The problem is not the errors. The problem is we ignore the errors.

Horoho

Patricia Horoho, RN

US Army Surgeon General

When we expect imperfection, we can proactively discuss it and study it to better analyze errors and near misses in hopes of minimizing preventable medical harm. That was the message from several prominent speakers at TEDMED 2014, which CRICO had the privilege to stream live to our staff and member organizations. Their talks aligned with CRICO’s philosophy to focus on reaching a more open environment for disclosing medical error with the belief that we create a safer environment in our hospitals if we look at the complete picture.

For over 30 years, CRICO has analyzed malpractice cases to identify areas of high risk. This trove of data, more than 300,000 claims, shines a light on where hospitals and clinicians should focus their efforts to reduce medical error. But this data does not include near misses unless a claim was filed. Given the lessons learned from our claims database, we know that many more lessons can be learned from near misses that are today, too often never reported. The following summary of three of this year’s TEDMED talks clearly illustrates the need to be more open in our communication around medical error.

TEDMed_speakers

Elizabeth Nabel, MD; Danielle Ofri, MD; Patricia Horoho, US Surgeon General

Culture of Perfection

In the segment, Turn It Upside Down, Danielle Ofri, MD, a physician and professor, spoke out about the “toxic culture of perfection” that residents and doctors face and how she believes it is degrading the overall patient experience. She led with a story of how, as a fledgling doctor, she nearly killed a patient and didn’t tell a soul. She had missed an intra-cranial bleed, yet the patient was saved. Therefore this troubling incident was classified as a near miss. Her second significant experience with medical error involved a surgical chief publicly and harshly berating a resident who had erred. Ofri learned that she should never make a mistake, but if she did, she wasn’t to tell anyone. Whatever the true intent of the teaching moment with the surgical chief, the clear message was that anything less than perfection is failure. With this expectation as well as the fear of malpractice suits, doctors often do not feel safe disclosing mistakes.

Ofri poses that errors actually happen every day. It is intrinsic to normal human functioning. Near misses (unrecorded, uncounted events) are lost opportunities because they are not measured and studied. Ofri lauds industries where safety changes have made a difference. She cites the checklists, bar codes, simulations and other strides in preventing error that we read about in the aviation industry. Hospitals are embracing these techniques and they are helping prevent systematic errors.

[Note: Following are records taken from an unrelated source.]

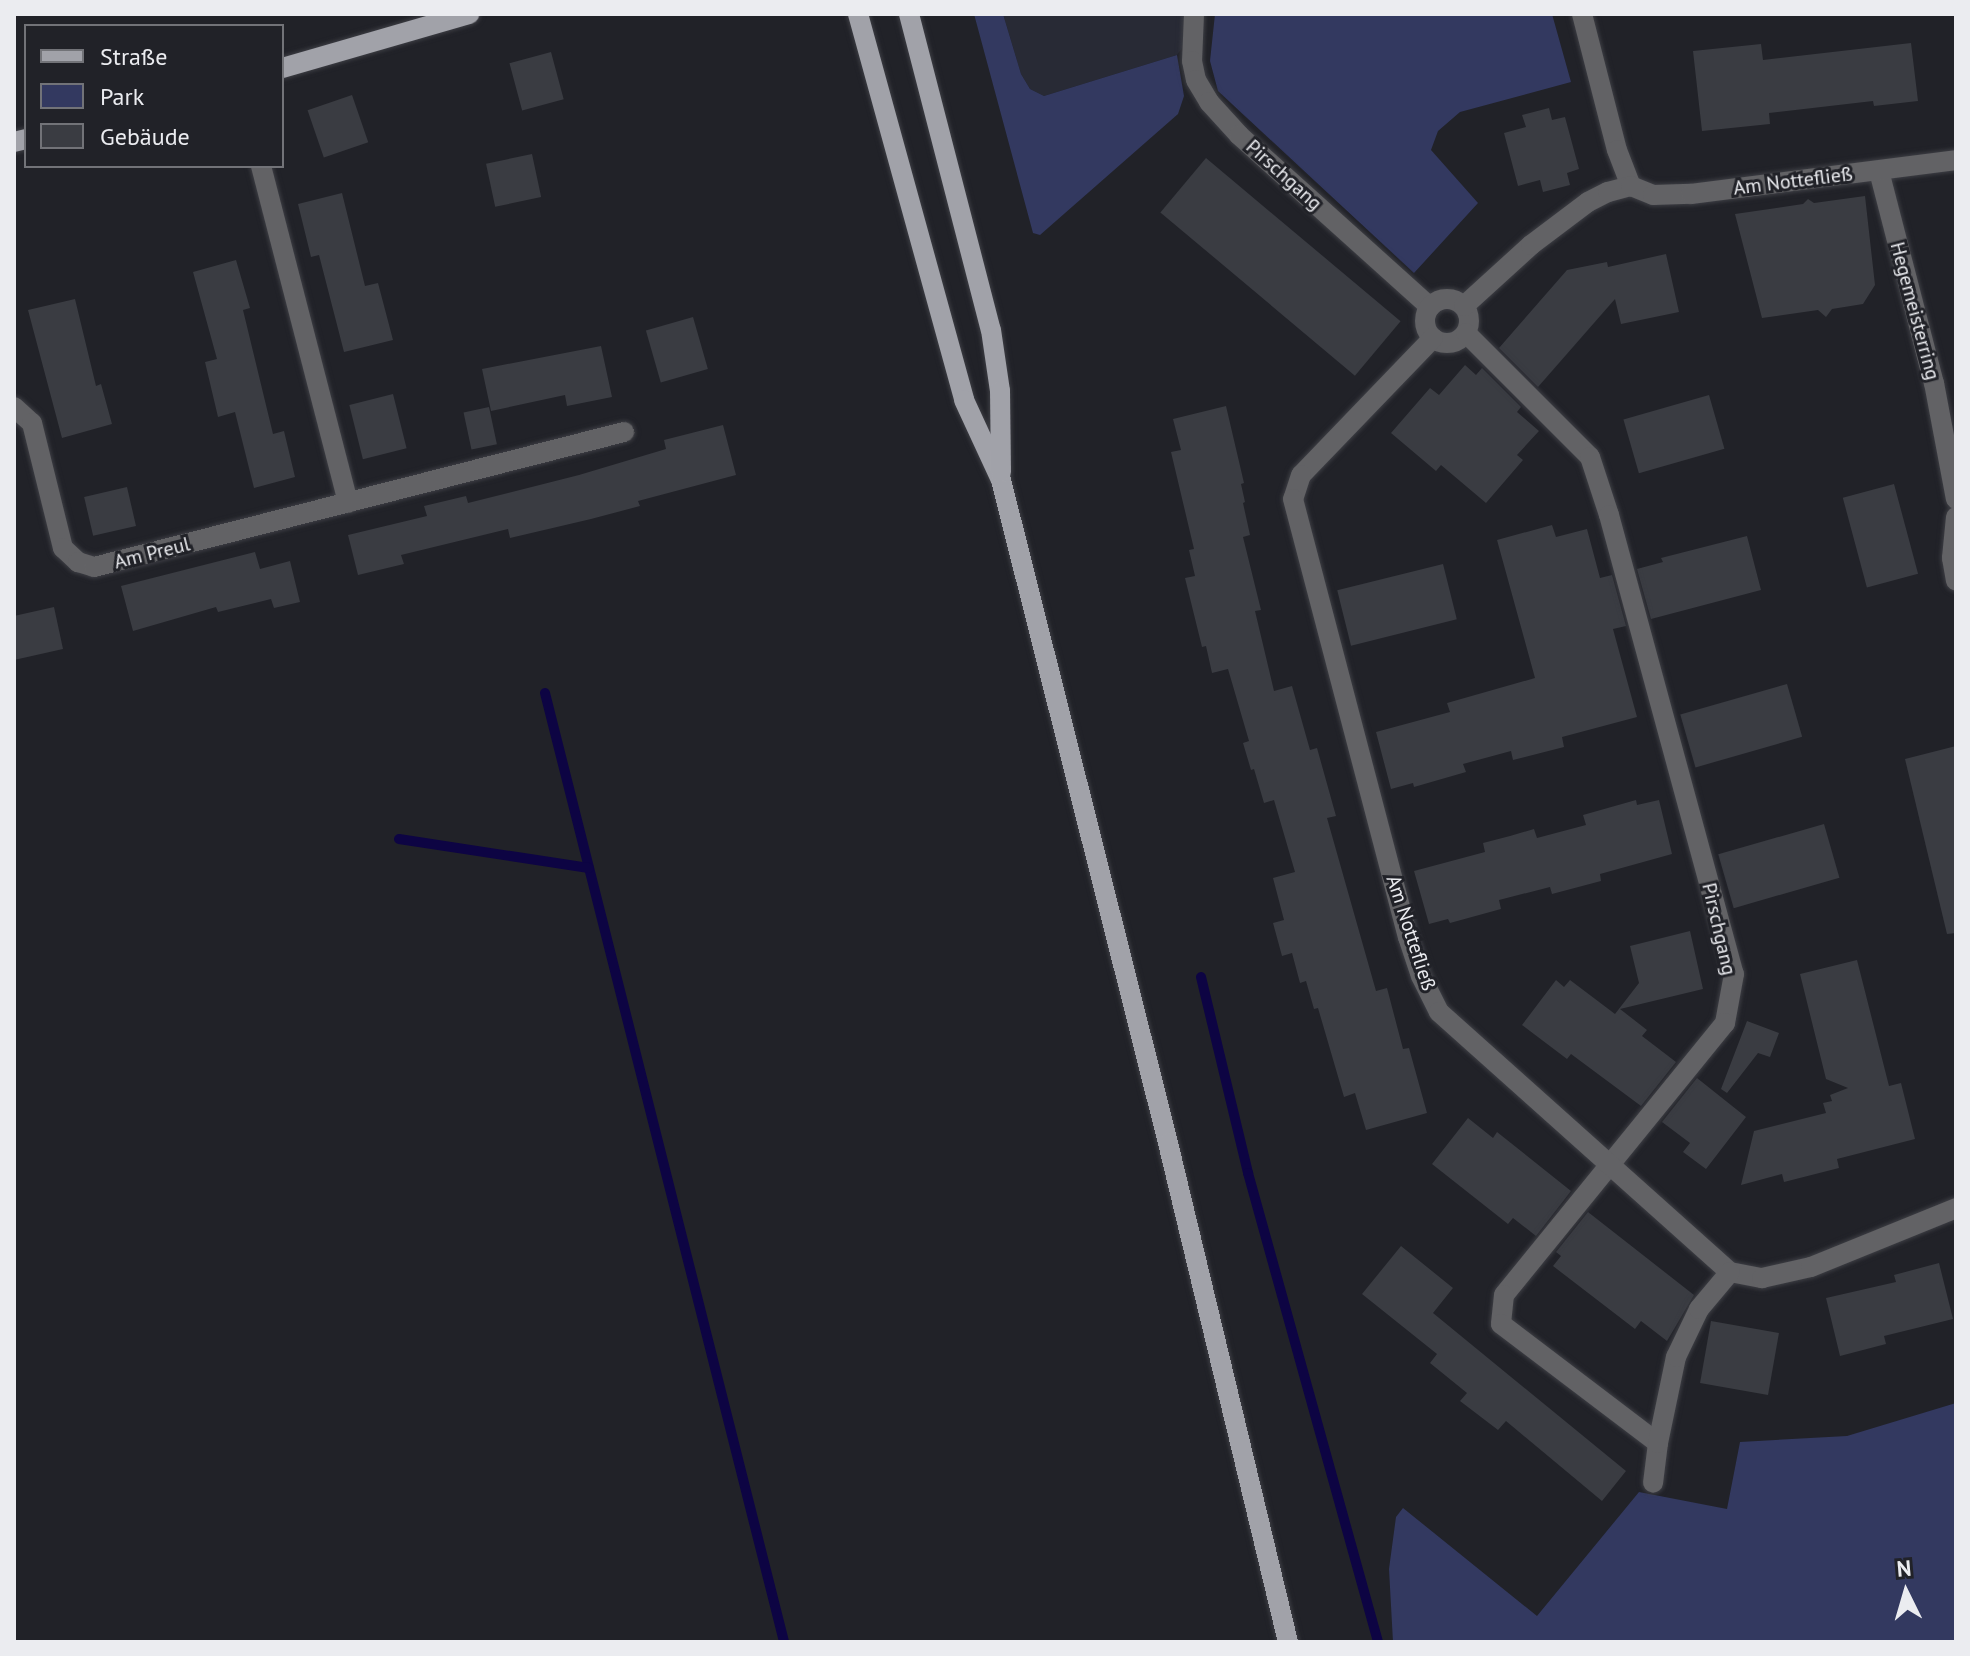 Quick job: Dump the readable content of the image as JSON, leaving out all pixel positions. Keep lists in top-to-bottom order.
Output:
{
  "streets": {
    "street": [
      "Pirschgang",
      "Am Nottefließ",
      "Hegemeisterring",
      "Am Preul"
    ]
  },
  "crossings": [
    ["Pirschgang", "Am Nottefließ"],
    ["Am Nottefließ", "Hegemeisterring"]
  ],
  "legend": ["Straße", "Park", "Gebäude"],
  "north": "top"
} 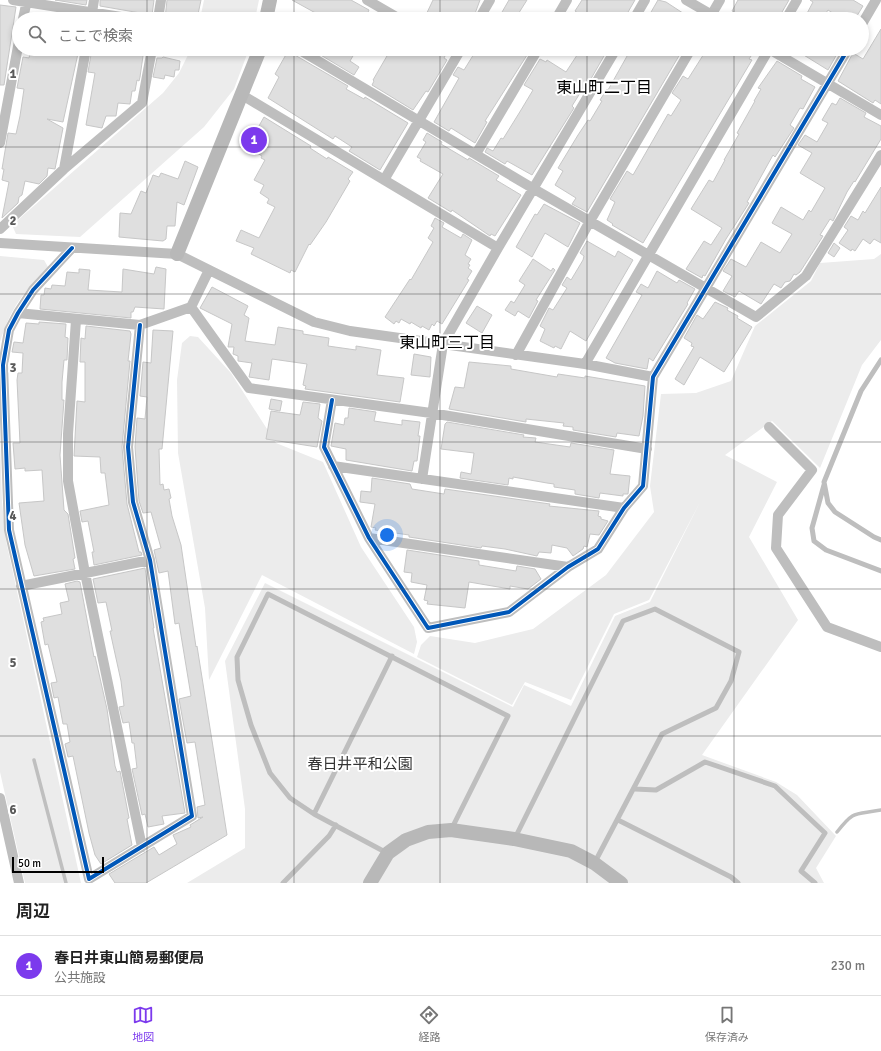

Beyond these changes, Ofri suggests that we need to recalibrate our thinking and realize that failure is a normal part of the human experience. This change will allow us to radically transform our approach to medical error. She cites how the view of the much maligned bacteria has changed and the microbiome is now appreciated. Ofri parallels this with our behavioral biome. If errors are indigenous to our behavioral biome, we can gather the collective ecology and shift it in our patient’s favor. How can we live amongst our errors? We need to fix system errors, but our efforts need to focus on the human elements that are the key to patient safety. She offers that true perfection, is acknowledgment of imperfection. If the leaders come forward, it will make a difference. Dr. Ofri asked for the titans of medicine in healthcare to speak openly about their medical errors, both to the doctors in training, and to the public.

Intellectual Humility

During the We Just Don’t Know segment, Brigham & Women’s Hospital president, Elizabeth Nabel, MD spoke about the importance of having intellectual humility. She cited a time early in her career where she treated a 32-year old woman who came to her with tiredness and a low grade fever. After ordering tests, Dr. Nabel found nothing so sent her home. The woman returned to the ER two days later having suffered a full blown heart attack. “A 32-year old woman? A heart attack? That’s not possible. That’s what I knew. I was taught that heart disease was a man’s disease.” But today we know better.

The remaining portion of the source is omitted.